(Saved entries)
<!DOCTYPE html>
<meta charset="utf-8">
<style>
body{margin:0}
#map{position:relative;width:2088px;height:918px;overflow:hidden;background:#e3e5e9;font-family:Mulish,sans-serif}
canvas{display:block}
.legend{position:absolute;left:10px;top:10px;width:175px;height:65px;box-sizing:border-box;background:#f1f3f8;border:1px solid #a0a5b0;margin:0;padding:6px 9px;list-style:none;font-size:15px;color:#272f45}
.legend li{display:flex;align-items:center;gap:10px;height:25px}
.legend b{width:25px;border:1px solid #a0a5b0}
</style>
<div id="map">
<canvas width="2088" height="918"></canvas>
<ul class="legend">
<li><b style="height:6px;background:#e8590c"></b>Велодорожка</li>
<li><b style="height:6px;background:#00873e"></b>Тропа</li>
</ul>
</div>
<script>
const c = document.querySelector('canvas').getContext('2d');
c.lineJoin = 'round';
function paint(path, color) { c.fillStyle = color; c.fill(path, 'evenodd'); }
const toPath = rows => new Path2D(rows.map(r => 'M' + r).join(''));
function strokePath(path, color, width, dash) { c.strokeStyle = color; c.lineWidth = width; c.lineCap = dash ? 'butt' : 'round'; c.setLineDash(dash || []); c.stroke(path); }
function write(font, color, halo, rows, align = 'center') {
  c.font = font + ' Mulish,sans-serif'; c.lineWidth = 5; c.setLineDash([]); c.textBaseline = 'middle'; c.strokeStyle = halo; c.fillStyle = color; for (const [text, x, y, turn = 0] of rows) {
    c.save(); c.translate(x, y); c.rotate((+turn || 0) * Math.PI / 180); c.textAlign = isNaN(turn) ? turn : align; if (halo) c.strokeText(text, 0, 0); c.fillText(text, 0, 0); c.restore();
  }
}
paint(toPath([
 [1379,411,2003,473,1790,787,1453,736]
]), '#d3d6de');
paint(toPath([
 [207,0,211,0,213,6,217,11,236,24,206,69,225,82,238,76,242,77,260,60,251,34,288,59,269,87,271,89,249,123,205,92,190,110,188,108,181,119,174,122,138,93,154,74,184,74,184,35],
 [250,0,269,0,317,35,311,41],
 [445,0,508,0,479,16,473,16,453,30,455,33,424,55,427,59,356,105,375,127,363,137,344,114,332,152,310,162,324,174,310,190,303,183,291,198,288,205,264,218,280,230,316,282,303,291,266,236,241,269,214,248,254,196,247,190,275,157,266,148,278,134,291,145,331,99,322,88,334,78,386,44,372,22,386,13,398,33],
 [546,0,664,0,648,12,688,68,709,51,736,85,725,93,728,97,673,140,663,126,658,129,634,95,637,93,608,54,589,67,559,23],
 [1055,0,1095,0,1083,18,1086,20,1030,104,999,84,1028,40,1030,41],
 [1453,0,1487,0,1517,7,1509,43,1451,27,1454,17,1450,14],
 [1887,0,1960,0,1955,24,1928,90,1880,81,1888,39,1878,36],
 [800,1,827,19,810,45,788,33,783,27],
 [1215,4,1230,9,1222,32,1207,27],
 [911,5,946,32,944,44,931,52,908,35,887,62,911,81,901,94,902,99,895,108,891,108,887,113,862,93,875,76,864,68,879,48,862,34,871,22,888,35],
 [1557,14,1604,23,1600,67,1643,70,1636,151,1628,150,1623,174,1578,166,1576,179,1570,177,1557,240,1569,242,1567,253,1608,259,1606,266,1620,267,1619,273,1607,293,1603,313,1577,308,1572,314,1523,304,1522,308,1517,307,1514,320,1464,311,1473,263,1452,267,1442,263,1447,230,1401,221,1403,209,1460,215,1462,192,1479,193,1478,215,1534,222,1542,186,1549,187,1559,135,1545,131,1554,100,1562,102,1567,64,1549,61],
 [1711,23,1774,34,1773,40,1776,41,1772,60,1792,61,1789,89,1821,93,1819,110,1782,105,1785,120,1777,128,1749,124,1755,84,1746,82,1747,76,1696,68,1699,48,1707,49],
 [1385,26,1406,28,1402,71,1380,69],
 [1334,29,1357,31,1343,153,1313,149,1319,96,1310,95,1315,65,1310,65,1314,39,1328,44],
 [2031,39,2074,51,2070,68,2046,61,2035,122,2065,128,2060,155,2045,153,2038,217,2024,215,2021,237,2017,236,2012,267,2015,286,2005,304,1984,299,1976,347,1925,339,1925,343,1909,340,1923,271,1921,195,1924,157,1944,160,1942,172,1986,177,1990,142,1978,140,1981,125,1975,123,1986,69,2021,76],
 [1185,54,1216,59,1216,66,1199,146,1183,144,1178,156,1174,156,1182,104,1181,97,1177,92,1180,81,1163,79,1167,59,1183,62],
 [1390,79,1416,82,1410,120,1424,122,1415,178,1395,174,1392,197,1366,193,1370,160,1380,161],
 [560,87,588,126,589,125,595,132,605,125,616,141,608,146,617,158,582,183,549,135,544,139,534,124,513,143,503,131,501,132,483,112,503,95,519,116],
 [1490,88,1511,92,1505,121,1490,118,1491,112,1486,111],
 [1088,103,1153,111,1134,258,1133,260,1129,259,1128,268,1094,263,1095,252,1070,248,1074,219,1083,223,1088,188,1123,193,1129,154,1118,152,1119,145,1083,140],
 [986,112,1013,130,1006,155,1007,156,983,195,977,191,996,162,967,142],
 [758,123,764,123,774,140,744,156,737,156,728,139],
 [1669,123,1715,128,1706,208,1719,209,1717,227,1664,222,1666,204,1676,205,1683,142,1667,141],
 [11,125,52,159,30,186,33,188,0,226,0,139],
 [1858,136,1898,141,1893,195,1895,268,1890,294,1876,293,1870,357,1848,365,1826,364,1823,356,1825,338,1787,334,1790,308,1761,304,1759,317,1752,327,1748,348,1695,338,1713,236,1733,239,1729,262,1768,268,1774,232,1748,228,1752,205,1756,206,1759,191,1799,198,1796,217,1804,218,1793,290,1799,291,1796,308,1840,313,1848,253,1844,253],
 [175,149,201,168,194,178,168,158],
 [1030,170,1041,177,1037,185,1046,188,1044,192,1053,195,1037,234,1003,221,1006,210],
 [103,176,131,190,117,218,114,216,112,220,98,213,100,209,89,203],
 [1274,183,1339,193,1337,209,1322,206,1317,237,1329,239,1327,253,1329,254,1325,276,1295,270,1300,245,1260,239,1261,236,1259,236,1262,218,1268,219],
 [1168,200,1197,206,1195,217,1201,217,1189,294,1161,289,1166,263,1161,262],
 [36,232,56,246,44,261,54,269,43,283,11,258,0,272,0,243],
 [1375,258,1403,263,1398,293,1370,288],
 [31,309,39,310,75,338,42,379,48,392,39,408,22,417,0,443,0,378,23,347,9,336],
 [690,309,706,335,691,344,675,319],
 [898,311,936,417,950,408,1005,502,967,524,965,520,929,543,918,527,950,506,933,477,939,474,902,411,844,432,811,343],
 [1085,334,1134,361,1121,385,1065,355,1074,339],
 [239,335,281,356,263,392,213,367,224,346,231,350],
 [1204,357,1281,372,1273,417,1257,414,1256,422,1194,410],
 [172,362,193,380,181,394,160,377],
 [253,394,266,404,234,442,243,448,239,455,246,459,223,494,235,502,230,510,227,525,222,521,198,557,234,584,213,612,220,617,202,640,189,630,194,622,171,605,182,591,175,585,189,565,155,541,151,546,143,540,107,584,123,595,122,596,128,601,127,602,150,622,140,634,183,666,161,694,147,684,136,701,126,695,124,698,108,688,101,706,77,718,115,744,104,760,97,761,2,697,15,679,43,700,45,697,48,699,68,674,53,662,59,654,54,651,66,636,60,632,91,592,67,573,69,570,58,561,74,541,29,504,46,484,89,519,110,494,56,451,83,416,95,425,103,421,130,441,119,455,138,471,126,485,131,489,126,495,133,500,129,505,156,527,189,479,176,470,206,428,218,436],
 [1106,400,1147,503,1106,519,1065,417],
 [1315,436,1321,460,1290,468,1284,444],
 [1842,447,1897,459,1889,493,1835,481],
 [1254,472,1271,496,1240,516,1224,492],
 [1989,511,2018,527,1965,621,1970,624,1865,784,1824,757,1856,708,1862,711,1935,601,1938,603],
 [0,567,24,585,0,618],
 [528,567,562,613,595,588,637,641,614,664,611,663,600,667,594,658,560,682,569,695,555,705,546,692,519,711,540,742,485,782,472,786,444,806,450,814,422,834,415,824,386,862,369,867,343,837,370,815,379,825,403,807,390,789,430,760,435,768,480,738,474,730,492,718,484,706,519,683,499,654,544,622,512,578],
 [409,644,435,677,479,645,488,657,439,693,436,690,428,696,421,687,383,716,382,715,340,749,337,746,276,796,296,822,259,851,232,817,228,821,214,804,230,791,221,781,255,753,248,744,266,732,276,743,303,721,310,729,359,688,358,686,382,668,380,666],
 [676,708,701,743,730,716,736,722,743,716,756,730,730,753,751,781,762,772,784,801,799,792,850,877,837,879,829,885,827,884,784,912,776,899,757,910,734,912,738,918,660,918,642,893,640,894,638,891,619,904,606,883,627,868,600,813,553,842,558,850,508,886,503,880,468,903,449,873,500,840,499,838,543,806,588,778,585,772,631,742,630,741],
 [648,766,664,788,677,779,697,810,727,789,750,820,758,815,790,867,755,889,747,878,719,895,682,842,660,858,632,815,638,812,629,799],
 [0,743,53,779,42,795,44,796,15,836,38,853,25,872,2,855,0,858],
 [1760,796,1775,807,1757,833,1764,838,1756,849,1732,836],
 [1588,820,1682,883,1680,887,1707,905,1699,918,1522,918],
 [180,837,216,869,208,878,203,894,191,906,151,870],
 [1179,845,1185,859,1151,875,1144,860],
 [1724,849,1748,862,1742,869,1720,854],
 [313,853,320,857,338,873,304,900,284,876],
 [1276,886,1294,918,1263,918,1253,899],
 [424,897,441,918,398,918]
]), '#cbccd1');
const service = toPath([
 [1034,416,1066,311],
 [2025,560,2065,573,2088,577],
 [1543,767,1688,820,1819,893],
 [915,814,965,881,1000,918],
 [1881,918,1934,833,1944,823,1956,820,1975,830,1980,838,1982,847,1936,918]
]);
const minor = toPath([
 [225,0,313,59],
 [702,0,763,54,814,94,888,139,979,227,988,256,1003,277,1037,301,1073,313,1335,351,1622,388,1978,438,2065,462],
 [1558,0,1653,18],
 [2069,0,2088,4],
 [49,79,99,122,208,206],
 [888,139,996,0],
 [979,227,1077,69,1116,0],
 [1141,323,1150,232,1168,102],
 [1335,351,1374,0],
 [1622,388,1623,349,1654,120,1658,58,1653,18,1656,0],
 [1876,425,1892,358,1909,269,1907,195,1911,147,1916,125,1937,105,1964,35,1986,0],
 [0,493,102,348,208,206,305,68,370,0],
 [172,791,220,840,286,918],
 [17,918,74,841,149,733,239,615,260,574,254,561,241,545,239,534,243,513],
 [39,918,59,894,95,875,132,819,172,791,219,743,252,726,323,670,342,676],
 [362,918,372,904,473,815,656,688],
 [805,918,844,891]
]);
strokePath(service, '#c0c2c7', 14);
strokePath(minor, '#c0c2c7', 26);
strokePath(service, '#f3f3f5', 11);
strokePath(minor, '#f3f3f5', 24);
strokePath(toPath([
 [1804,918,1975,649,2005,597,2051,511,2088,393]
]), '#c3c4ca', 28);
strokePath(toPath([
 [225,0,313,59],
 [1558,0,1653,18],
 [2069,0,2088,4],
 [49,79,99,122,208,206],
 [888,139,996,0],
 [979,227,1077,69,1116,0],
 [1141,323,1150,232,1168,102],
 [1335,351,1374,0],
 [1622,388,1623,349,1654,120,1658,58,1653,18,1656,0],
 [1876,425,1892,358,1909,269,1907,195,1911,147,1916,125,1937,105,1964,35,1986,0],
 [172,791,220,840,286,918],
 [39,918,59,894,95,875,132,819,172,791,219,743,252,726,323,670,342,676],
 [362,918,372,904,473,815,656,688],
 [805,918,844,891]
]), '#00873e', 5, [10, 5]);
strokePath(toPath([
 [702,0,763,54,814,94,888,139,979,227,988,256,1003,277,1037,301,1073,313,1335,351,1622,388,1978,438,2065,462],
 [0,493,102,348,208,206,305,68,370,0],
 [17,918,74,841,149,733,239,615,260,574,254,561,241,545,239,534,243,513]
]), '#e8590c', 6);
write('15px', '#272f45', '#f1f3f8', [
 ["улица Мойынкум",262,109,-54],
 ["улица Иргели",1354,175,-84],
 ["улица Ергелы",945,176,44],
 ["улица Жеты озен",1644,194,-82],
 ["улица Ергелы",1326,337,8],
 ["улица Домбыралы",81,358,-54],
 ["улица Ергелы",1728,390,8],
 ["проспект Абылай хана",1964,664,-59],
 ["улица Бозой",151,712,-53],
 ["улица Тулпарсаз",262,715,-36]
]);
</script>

...

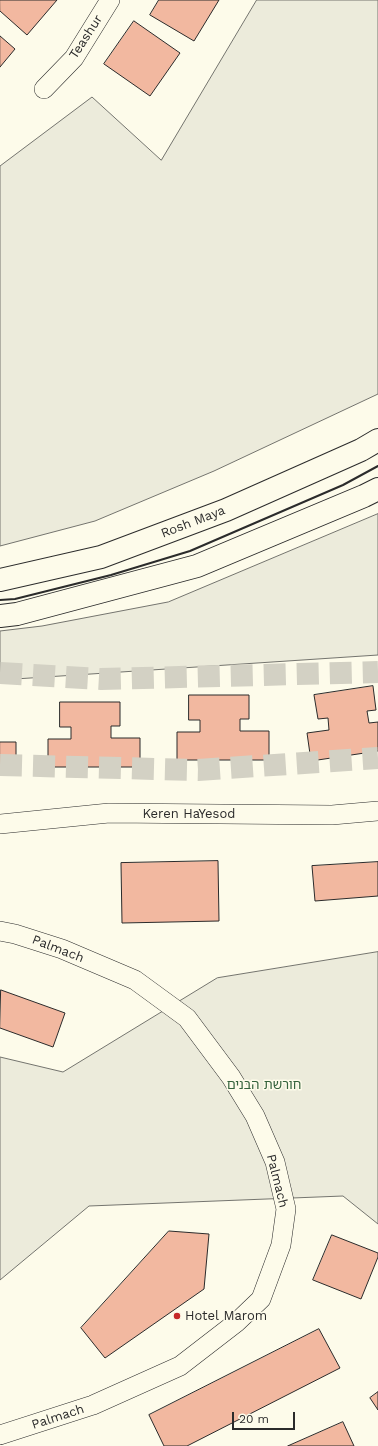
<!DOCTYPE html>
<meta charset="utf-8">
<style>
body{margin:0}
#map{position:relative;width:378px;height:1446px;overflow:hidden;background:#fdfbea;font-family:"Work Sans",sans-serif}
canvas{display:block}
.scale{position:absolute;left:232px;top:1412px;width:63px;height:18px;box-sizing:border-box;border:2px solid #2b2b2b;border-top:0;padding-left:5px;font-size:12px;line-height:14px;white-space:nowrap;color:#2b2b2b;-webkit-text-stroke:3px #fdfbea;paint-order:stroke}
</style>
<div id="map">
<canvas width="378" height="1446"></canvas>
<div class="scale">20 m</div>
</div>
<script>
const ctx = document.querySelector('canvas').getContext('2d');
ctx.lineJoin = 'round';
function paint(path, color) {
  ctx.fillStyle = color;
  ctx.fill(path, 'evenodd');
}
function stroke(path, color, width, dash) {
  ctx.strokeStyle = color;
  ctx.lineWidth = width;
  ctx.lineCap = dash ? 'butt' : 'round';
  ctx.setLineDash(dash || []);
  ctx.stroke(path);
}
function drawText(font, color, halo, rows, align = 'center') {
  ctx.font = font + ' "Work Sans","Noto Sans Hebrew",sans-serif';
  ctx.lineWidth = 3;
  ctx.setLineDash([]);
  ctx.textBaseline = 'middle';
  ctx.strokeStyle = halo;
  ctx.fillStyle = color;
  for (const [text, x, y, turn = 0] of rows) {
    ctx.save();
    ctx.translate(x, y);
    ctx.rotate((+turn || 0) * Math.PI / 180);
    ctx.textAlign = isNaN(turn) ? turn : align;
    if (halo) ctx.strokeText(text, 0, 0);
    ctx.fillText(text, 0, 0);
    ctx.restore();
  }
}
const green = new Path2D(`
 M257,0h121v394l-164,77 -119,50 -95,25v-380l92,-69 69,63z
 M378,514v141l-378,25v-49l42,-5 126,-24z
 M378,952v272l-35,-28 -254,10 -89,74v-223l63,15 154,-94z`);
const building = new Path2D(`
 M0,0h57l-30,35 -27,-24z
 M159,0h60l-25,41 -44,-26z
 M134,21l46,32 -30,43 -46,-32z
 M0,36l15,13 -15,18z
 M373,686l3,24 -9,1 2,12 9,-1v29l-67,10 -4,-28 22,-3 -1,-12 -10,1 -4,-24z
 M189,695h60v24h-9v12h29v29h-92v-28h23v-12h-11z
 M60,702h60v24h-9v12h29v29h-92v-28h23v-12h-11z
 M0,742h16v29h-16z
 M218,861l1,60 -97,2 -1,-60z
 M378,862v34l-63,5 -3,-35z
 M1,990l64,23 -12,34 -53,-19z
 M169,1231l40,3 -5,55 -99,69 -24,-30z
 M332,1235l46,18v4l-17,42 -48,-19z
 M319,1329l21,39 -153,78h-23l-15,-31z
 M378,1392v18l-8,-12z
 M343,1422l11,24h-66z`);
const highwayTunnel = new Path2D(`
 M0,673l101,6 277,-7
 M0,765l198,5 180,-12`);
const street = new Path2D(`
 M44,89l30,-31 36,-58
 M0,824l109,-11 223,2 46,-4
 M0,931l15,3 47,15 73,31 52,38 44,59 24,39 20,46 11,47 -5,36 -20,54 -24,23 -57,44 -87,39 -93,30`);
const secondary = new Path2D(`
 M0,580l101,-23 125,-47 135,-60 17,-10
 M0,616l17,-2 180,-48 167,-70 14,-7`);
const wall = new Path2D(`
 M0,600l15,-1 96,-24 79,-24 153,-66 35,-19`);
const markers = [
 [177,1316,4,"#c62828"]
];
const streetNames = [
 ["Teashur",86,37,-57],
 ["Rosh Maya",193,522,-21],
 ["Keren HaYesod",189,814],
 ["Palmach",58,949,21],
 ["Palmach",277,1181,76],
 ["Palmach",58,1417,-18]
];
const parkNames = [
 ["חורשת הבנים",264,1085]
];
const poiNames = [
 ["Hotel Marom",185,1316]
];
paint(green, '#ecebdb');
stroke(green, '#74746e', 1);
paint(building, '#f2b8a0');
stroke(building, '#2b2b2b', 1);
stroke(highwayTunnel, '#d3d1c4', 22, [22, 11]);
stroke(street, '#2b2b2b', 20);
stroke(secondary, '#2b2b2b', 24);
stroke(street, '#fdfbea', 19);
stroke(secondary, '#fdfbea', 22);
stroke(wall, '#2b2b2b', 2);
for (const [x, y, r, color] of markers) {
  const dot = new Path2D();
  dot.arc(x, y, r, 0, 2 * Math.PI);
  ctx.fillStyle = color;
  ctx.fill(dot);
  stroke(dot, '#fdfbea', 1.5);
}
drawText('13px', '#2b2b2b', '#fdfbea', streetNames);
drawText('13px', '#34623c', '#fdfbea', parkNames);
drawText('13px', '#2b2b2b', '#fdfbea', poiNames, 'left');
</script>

...

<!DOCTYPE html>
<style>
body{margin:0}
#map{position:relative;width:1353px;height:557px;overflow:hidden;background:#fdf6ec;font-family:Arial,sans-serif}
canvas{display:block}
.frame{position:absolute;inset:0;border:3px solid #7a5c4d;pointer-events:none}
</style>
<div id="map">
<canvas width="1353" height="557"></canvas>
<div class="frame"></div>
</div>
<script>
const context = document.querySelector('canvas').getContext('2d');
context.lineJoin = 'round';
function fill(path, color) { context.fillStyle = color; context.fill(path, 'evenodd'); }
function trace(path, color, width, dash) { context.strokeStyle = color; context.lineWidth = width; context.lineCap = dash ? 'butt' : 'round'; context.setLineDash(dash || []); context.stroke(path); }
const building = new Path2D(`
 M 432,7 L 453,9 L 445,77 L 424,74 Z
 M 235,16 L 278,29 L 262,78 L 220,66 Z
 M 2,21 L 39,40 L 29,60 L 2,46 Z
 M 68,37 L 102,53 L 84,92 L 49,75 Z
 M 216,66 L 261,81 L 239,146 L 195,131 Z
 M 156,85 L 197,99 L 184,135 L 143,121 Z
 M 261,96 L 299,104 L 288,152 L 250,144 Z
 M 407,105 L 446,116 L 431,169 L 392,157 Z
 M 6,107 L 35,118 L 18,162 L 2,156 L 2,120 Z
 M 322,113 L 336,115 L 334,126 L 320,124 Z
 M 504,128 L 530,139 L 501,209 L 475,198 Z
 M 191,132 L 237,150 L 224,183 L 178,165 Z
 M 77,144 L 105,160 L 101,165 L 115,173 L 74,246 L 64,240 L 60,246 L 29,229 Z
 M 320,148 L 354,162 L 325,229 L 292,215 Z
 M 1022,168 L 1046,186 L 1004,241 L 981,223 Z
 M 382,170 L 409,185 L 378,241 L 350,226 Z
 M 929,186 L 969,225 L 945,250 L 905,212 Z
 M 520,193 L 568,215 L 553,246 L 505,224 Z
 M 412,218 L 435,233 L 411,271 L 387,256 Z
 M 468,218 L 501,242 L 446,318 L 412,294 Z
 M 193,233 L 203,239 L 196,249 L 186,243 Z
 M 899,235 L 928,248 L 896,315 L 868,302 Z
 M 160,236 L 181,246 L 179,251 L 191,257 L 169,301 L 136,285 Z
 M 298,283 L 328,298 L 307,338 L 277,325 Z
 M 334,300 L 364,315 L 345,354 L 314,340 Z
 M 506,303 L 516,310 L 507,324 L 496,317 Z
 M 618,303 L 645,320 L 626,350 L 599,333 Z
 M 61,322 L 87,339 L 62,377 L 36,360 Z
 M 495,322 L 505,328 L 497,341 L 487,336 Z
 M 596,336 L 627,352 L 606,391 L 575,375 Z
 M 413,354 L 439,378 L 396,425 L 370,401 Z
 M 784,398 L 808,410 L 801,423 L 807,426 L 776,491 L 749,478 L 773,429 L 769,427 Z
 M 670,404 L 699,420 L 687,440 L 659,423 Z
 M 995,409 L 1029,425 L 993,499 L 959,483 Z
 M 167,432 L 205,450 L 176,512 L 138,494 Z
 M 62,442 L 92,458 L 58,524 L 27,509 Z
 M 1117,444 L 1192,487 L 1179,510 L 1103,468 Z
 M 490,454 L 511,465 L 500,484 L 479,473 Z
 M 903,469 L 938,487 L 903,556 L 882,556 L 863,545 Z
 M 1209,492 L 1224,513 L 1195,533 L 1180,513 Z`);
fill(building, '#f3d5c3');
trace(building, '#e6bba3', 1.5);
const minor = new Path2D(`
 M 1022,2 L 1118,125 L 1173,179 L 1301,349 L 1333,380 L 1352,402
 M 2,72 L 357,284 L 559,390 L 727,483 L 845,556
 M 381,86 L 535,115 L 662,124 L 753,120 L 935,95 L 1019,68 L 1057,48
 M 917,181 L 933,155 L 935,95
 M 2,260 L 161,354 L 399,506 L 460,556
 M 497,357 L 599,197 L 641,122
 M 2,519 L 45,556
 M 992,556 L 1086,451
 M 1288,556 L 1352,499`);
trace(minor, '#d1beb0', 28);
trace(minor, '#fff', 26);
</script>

-- EXERCISE OBJECTIVE --
Copy the lines above exactly. Start with the line containing "ctx.save();", end with the line containing "M169,1231l40,3 -5,55 -99,69 -24,-30z", and include both.

-- SOLUTION --
    ctx.save();
    ctx.translate(x, y);
    ctx.rotate((+turn || 0) * Math.PI / 180);
    ctx.textAlign = isNaN(turn) ? turn : align;
    if (halo) ctx.strokeText(text, 0, 0);
    ctx.fillText(text, 0, 0);
    ctx.restore();
  }
}
const green = new Path2D(`
 M257,0h121v394l-164,77 -119,50 -95,25v-380l92,-69 69,63z
 M378,514v141l-378,25v-49l42,-5 126,-24z
 M378,952v272l-35,-28 -254,10 -89,74v-223l63,15 154,-94z`);
const building = new Path2D(`
 M0,0h57l-30,35 -27,-24z
 M159,0h60l-25,41 -44,-26z
 M134,21l46,32 -30,43 -46,-32z
 M0,36l15,13 -15,18z
 M373,686l3,24 -9,1 2,12 9,-1v29l-67,10 -4,-28 22,-3 -1,-12 -10,1 -4,-24z
 M189,695h60v24h-9v12h29v29h-92v-28h23v-12h-11z
 M60,702h60v24h-9v12h29v29h-92v-28h23v-12h-11z
 M0,742h16v29h-16z
 M218,861l1,60 -97,2 -1,-60z
 M378,862v34l-63,5 -3,-35z
 M1,990l64,23 -12,34 -53,-19z
 M169,1231l40,3 -5,55 -99,69 -24,-30z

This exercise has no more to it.